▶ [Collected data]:
⁂
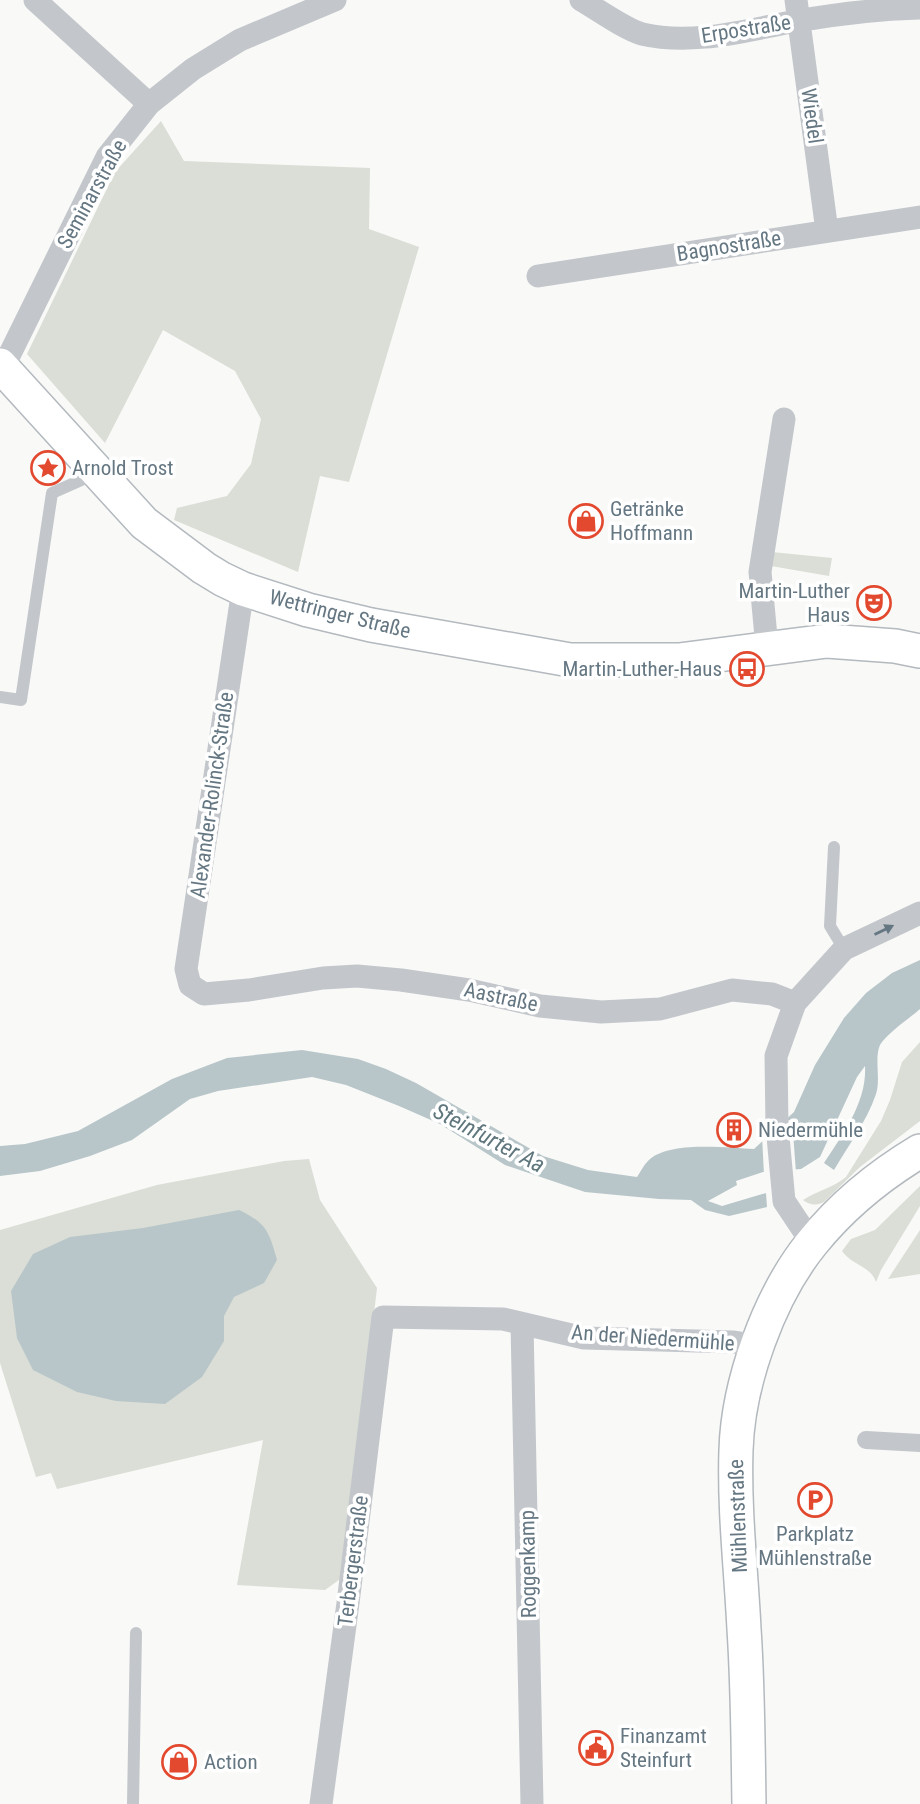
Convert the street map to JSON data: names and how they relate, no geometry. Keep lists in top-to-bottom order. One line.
{"streets":{"main road":["Wettringer Straße","Mühlenstraße"],"street":["Erpostraße","Wiedel","Seminarstraße","Bagnostraße","Alexander-Rolinck-Straße","Aastraße","An der Niedermühle","Terbergerstraße","Roggenkamp"]},"crossings":[["Erpostraße","Wiedel"],["Wiedel","Bagnostraße"],["Seminarstraße","Wettringer Straße"],["Wettringer Straße","Alexander-Rolinck-Straße"],["Alexander-Rolinck-Straße","Aastraße"],["An der Niedermühle","Mühlenstraße"],["An der Niedermühle","Terbergerstraße"],["An der Niedermühle","Roggenkamp"]],"water":["Steinfurter Aa"],"places":{"place":["Arnold Trost"],"shop":["Getränke Hoffmann","Action"],"theatre":["Martin-Luther Haus"],"bus stop":["Martin-Luther-Haus"],"building":["Niedermühle"],"parking":["Parkplatz Mühlenstraße"],"public building":["Finanzamt Steinfurt"]}}
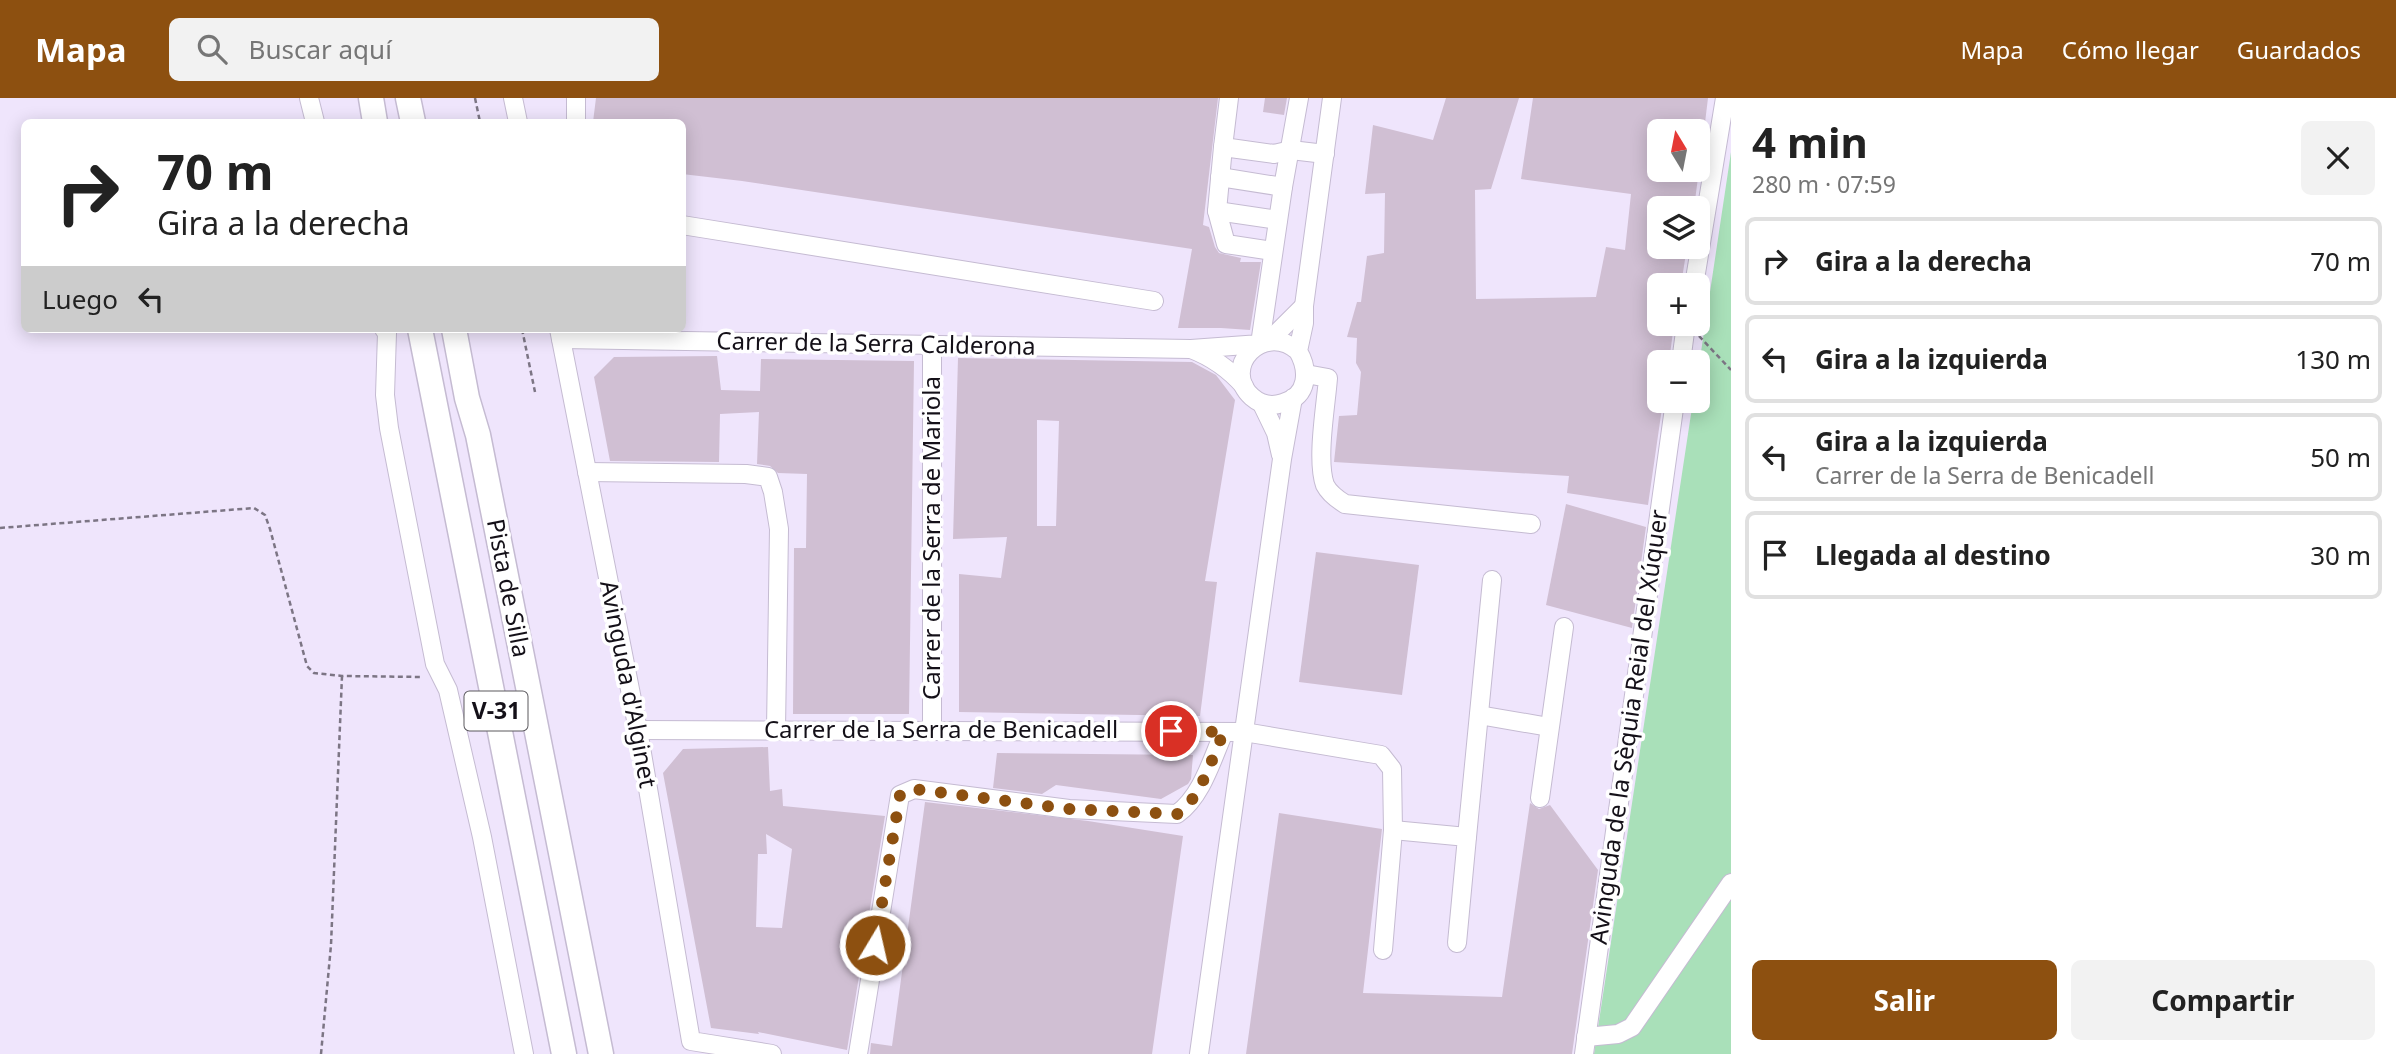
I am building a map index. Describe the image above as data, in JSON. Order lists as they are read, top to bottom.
{
  "streets": {
    "highway": ["Pista de Silla", "V-31"],
    "street": [
      "Carrer de la Serra Calderona",
      "Carrer de la Serra de Mariola",
      "Avinguda d'Alginet",
      "Avinguda de la Sèquia Reial del Xúquer",
      "Carrer de la Serra de Benicadell"
    ]
  },
  "crossings": [
    ["Carrer de la Serra Calderona", "Carrer de la Serra de Mariola"],
    ["Carrer de la Serra Calderona", "Avinguda d'Alginet"],
    ["Carrer de la Serra de Mariola", "Carrer de la Serra de Benicadell"],
    ["Avinguda d'Alginet", "Carrer de la Serra de Benicadell"]
  ],
  "north": "top",
  "page": {
    "header": "Mapa",
    "search": "Buscar aquí",
    "nav": ["Mapa", "Cómo llegar", "Guardados"],
    "heading": ["4 min", "280 m · 07:59"],
    "map_buttons": ["+", "−"],
    "turn": ["70 m", "Gira a la derecha"],
    "list": [
      {
        "name": "Gira a la derecha",
        "value": "70 m"
      },
      {
        "name": "Gira a la izquierda",
        "value": "130 m"
      },
      {
        "name": "Gira a la izquierda",
        "note": "Carrer de la Serra de Benicadell",
        "value": "50 m"
      },
      {
        "name": "Llegada al destino",
        "value": "30 m"
      }
    ],
    "then": "Luego",
    "buttons": ["Salir", "Compartir"]
  }
}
⁂
▶ [Action item]:
Word for word, reproduce all of the entries above and omit the pictures.

▶ [Finished task]:
Convert the street map to JSON data: names and how they relate, no geometry. Keep lists in top-to-bottom order. One line.
{"streets":{"main road":["Wettringer Straße","Mühlenstraße"],"street":["Erpostraße","Wiedel","Seminarstraße","Bagnostraße","Alexander-Rolinck-Straße","Aastraße","An der Niedermühle","Terbergerstraße","Roggenkamp"]},"crossings":[["Erpostraße","Wiedel"],["Wiedel","Bagnostraße"],["Seminarstraße","Wettringer Straße"],["Wettringer Straße","Alexander-Rolinck-Straße"],["Alexander-Rolinck-Straße","Aastraße"],["An der Niedermühle","Mühlenstraße"],["An der Niedermühle","Terbergerstraße"],["An der Niedermühle","Roggenkamp"]],"water":["Steinfurter Aa"],"places":{"place":["Arnold Trost"],"shop":["Getränke Hoffmann","Action"],"theatre":["Martin-Luther Haus"],"bus stop":["Martin-Luther-Haus"],"building":["Niedermühle"],"parking":["Parkplatz Mühlenstraße"],"public building":["Finanzamt Steinfurt"]}}
I am building a map index. Describe the image above as data, in JSON. Order lists as they are read, top to bottom.
{
  "streets": {
    "highway": ["Pista de Silla", "V-31"],
    "street": [
      "Carrer de la Serra Calderona",
      "Carrer de la Serra de Mariola",
      "Avinguda d'Alginet",
      "Avinguda de la Sèquia Reial del Xúquer",
      "Carrer de la Serra de Benicadell"
    ]
  },
  "crossings": [
    ["Carrer de la Serra Calderona", "Carrer de la Serra de Mariola"],
    ["Carrer de la Serra Calderona", "Avinguda d'Alginet"],
    ["Carrer de la Serra de Mariola", "Carrer de la Serra de Benicadell"],
    ["Avinguda d'Alginet", "Carrer de la Serra de Benicadell"]
  ],
  "north": "top",
  "page": {
    "header": "Mapa",
    "search": "Buscar aquí",
    "nav": ["Mapa", "Cómo llegar", "Guardados"],
    "heading": ["4 min", "280 m · 07:59"],
    "map_buttons": ["+", "−"],
    "turn": ["70 m", "Gira a la derecha"],
    "list": [
      {
        "name": "Gira a la derecha",
        "value": "70 m"
      },
      {
        "name": "Gira a la izquierda",
        "value": "130 m"
      },
      {
        "name": "Gira a la izquierda",
        "note": "Carrer de la Serra de Benicadell",
        "value": "50 m"
      },
      {
        "name": "Llegada al destino",
        "value": "30 m"
      }
    ],
    "then": "Luego",
    "buttons": ["Salir", "Compartir"]
  }
}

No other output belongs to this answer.